Datafusion is Rust-based, built for Dataframes and SQL, and is quickly becoming the defacto tool … for building other tools.

It’s the GOAT, and now apparently it’s being used to “speed up” Apache Spark by bypassing the JVM.

“Apache DataFusion Comet is a high-performance accelerator for Apache Spark, built on top of the powerful Apache DataFusion query engine. Comet is designed to significantly enhance the performance of Apache Spark workloads while leveraging commodity hardware and seamlessly integrating with the Spark ecosystem without requiring any code changes.”

Below is the classic TPC benchmark with this tool, which we of course no one ever messed with or lied about.

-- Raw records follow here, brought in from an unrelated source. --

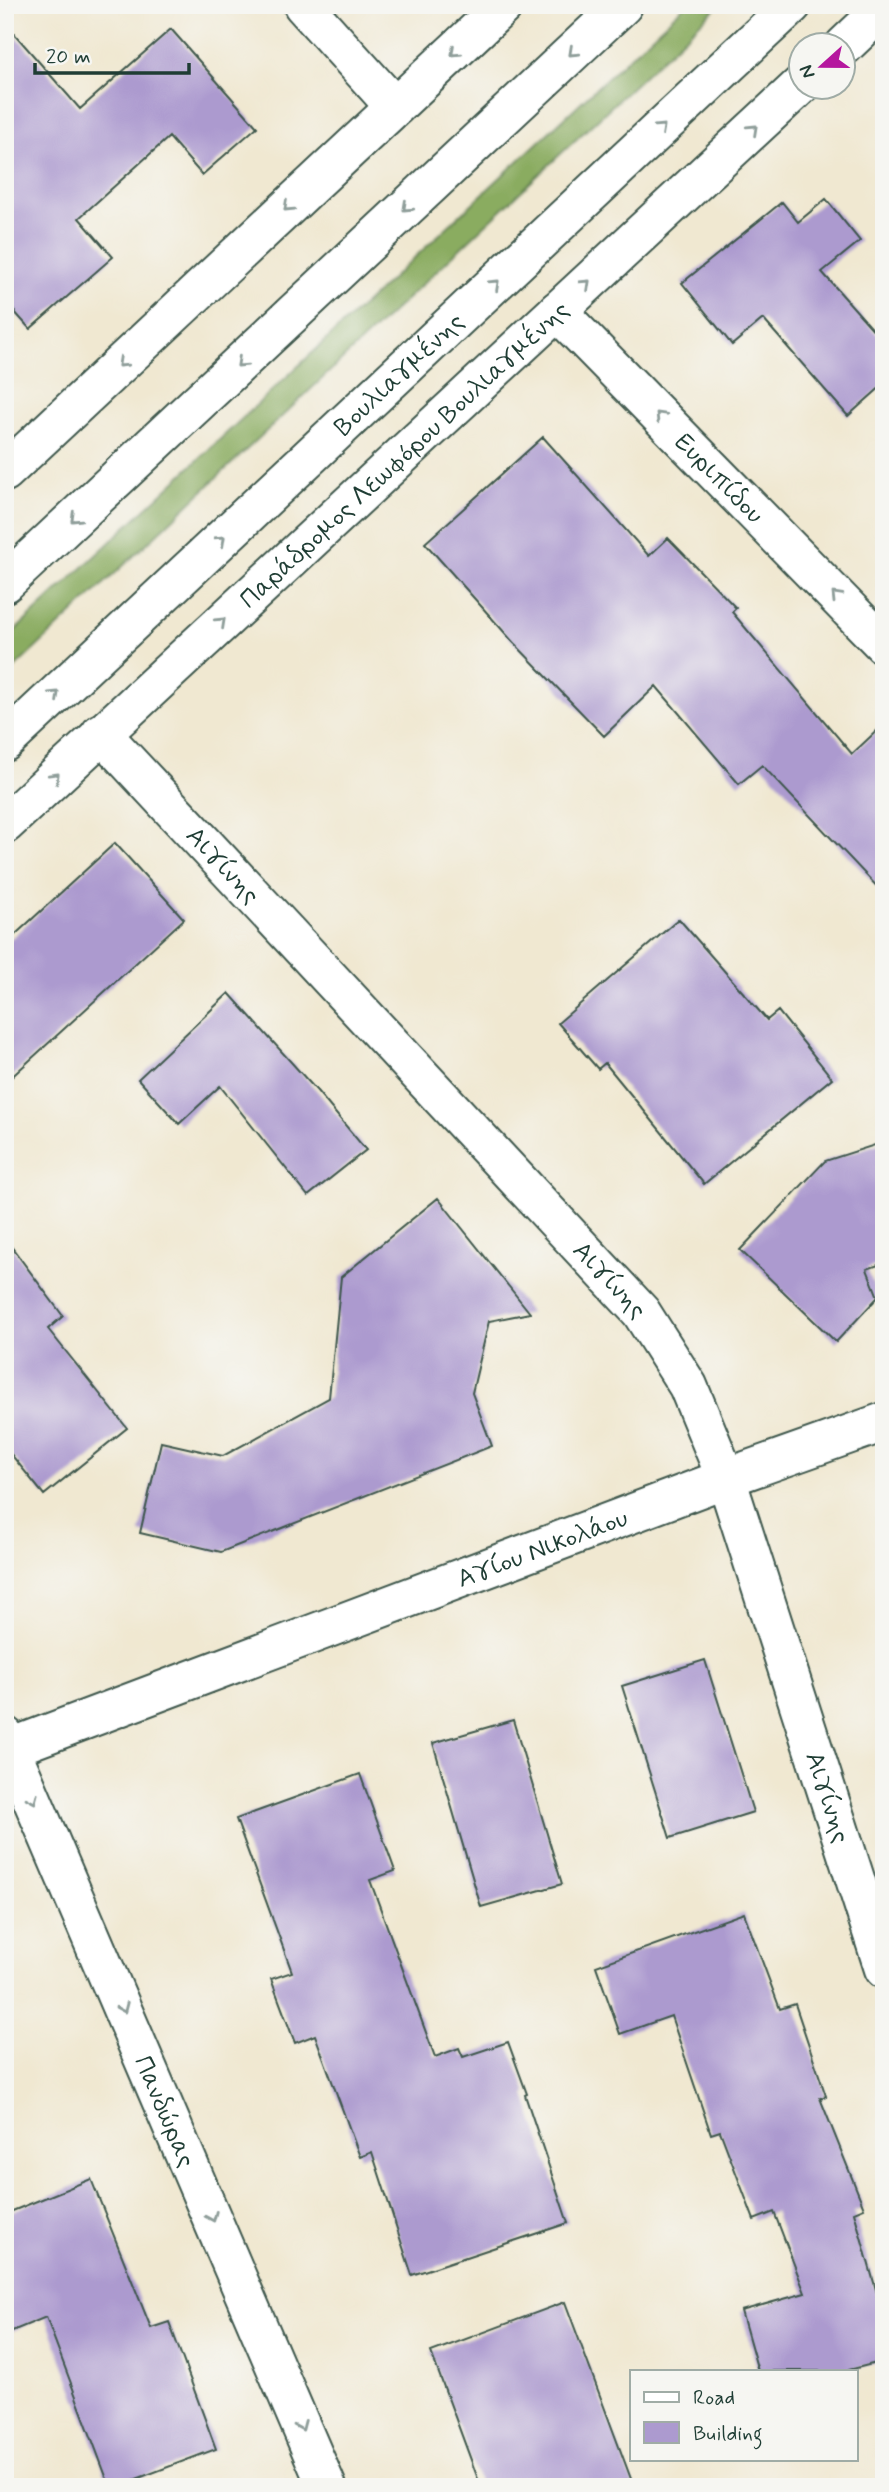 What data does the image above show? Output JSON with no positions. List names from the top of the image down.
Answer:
{
  "streets": {
    "street": [
      "Βουλιαγμένης",
      "Παράδρομος Λεωφόρου Βουλιαγμένης",
      "Ευριπίδου",
      "Αιγίνης",
      "Αγίου Νικολάου",
      "Πανδώρας"
    ]
  },
  "crossings": [
    ["Παράδρομος Λεωφόρου Βουλιαγμένης", "Ευριπίδου"],
    ["Παράδρομος Λεωφόρου Βουλιαγμένης", "Αιγίνης"],
    ["Αιγίνης", "Αγίου Νικολάου"],
    ["Αγίου Νικολάου", "Πανδώρας"]
  ],
  "one_way": ["Ευριπίδου", "Πανδώρας"],
  "legend": ["Road", "Building"],
  "scale_bar": "20 m",
  "north": "left"
}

Today we are going to see if the Apache Datafusion Comet is a bunch of dirty old liars or if they are the real deal. We shall

install it
run it
performance test it against vanilla Spark

We shall see if our dreams will be fulfilled or dashed upon the rocky crags of reality.

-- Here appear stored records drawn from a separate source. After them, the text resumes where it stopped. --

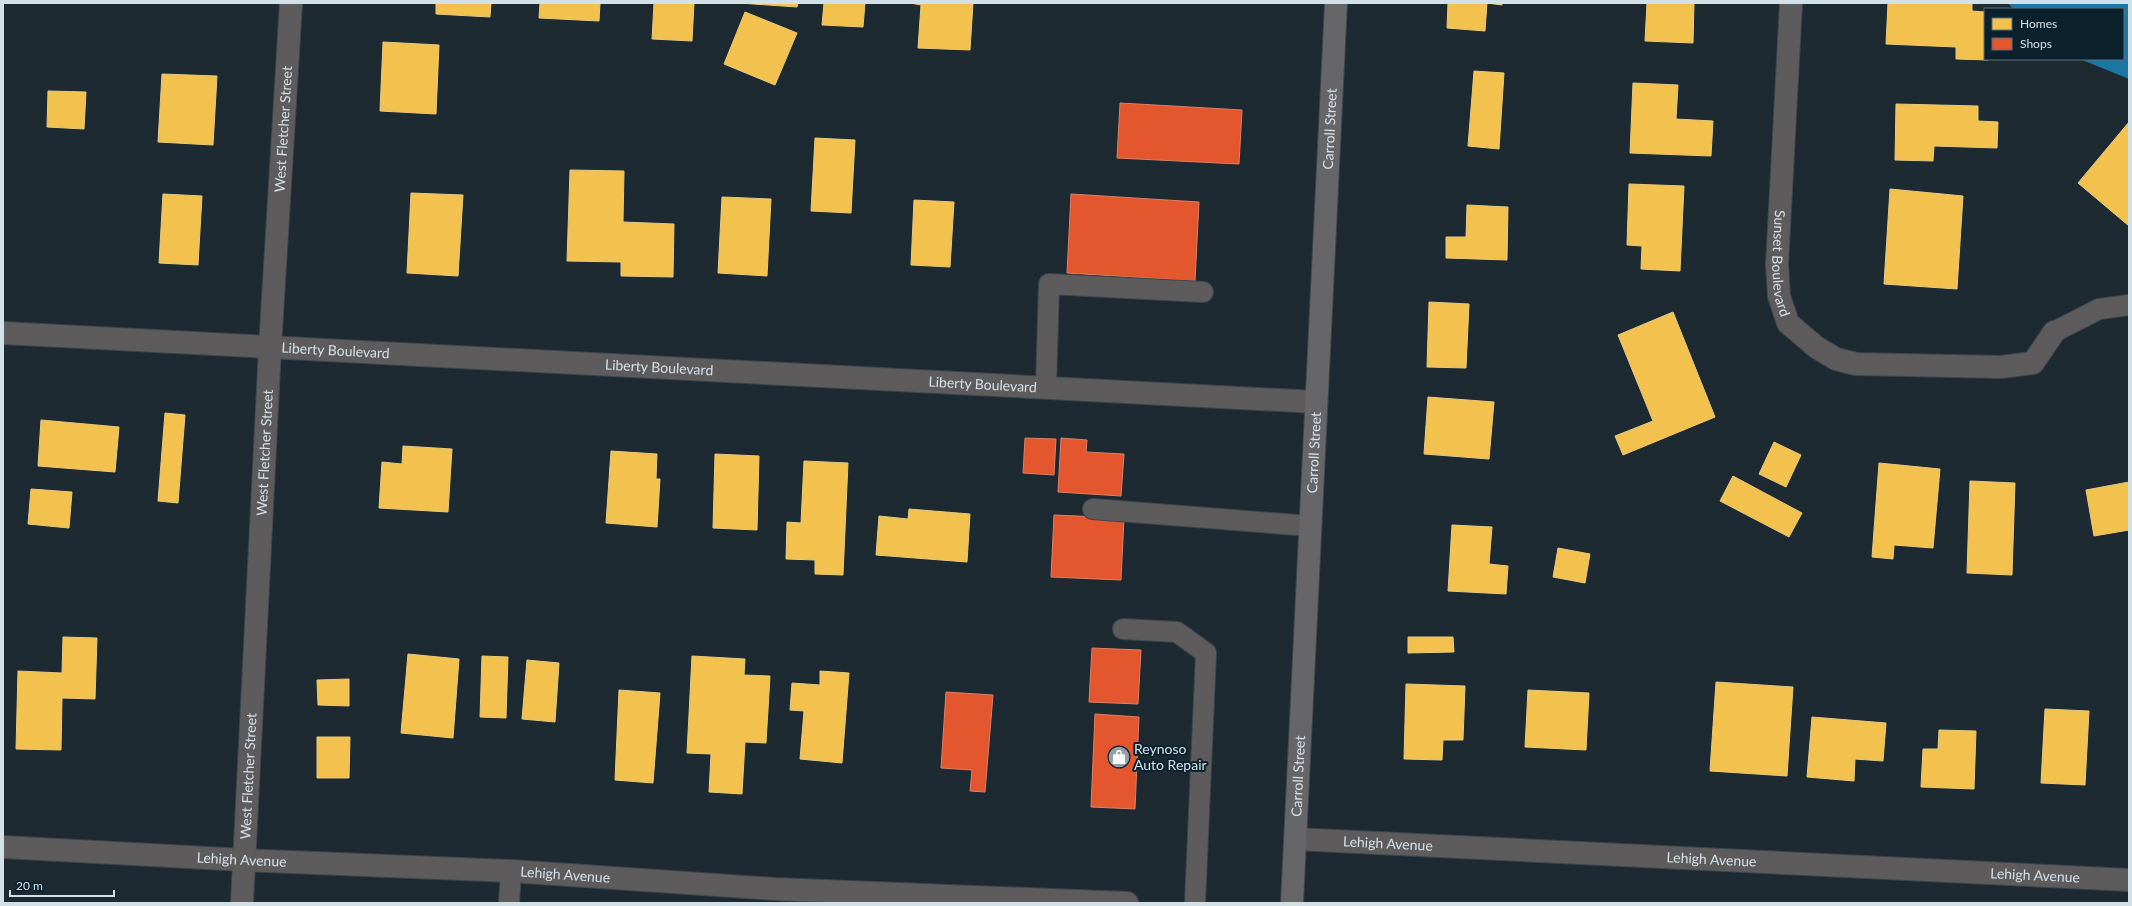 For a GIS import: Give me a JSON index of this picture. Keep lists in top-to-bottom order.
{
  "streets": {
    "main road": ["Carroll Street"],
    "street": [
      "West Fletcher Street",
      "Sunset Boulevard",
      "Liberty Boulevard",
      "Lehigh Avenue"
    ]
  },
  "crossings": [
    ["West Fletcher Street", "Liberty Boulevard"],
    ["West Fletcher Street", "Lehigh Avenue"],
    ["Carroll Street", "Liberty Boulevard"],
    ["Carroll Street", "Lehigh Avenue"]
  ],
  "places": {
    "shop": ["Reynoso Auto Repair"]
  },
  "legend": ["Homes", "Shops"],
  "scale_bar": "20 m"
}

First, let’s just see what the instructions are like for installing and running Apache Datafusion Comet on a Spark cluster … because that is the point after all isn’t it?

Here is the official install guide.

It appears you need …

>= Apache Spark 3.3
JDK8+
Linux or Mac

Next, the instructions say you can build the binary from scratch using the Git repo, or use the official pre-build binaries located here.

It is not clear at all, which `tar` I’m supposed to download. I decided to go with the `datafusion-40.0.0` one.

After unpacking and inspecting the `tar` file, there is a TON of files but nothing obvious to do next … the README is no help.

How do I get from here to the apparent JAR file I need to submit a Spark job and include Apache Datafusion Comet? Your guess is as good as mine.

The instructions say …

Building from a source release is mostly the same as building directly from the GitHub repository but requires the use of the command make release-nogit ...

But that results in …

danielbeach@Daniels-MacBook-Pro Downloads % cd apache-datafusion-40.0.0
danielbeach@Daniels-MacBook-Pro apache-datafusion-40.0.0 % make release-nogit
make: *** No rule to make target `release-nogit'.  Stop.

Ok, we can’t give up that easily, let’s just switch over to cloning and building from Git.

git clone https://github.com/apache/datafusion-comet.git
make release PROFILES="-Pspark-3.5"

Might as well go to lunch, that build takes FOREVER … in classic Rust fashion.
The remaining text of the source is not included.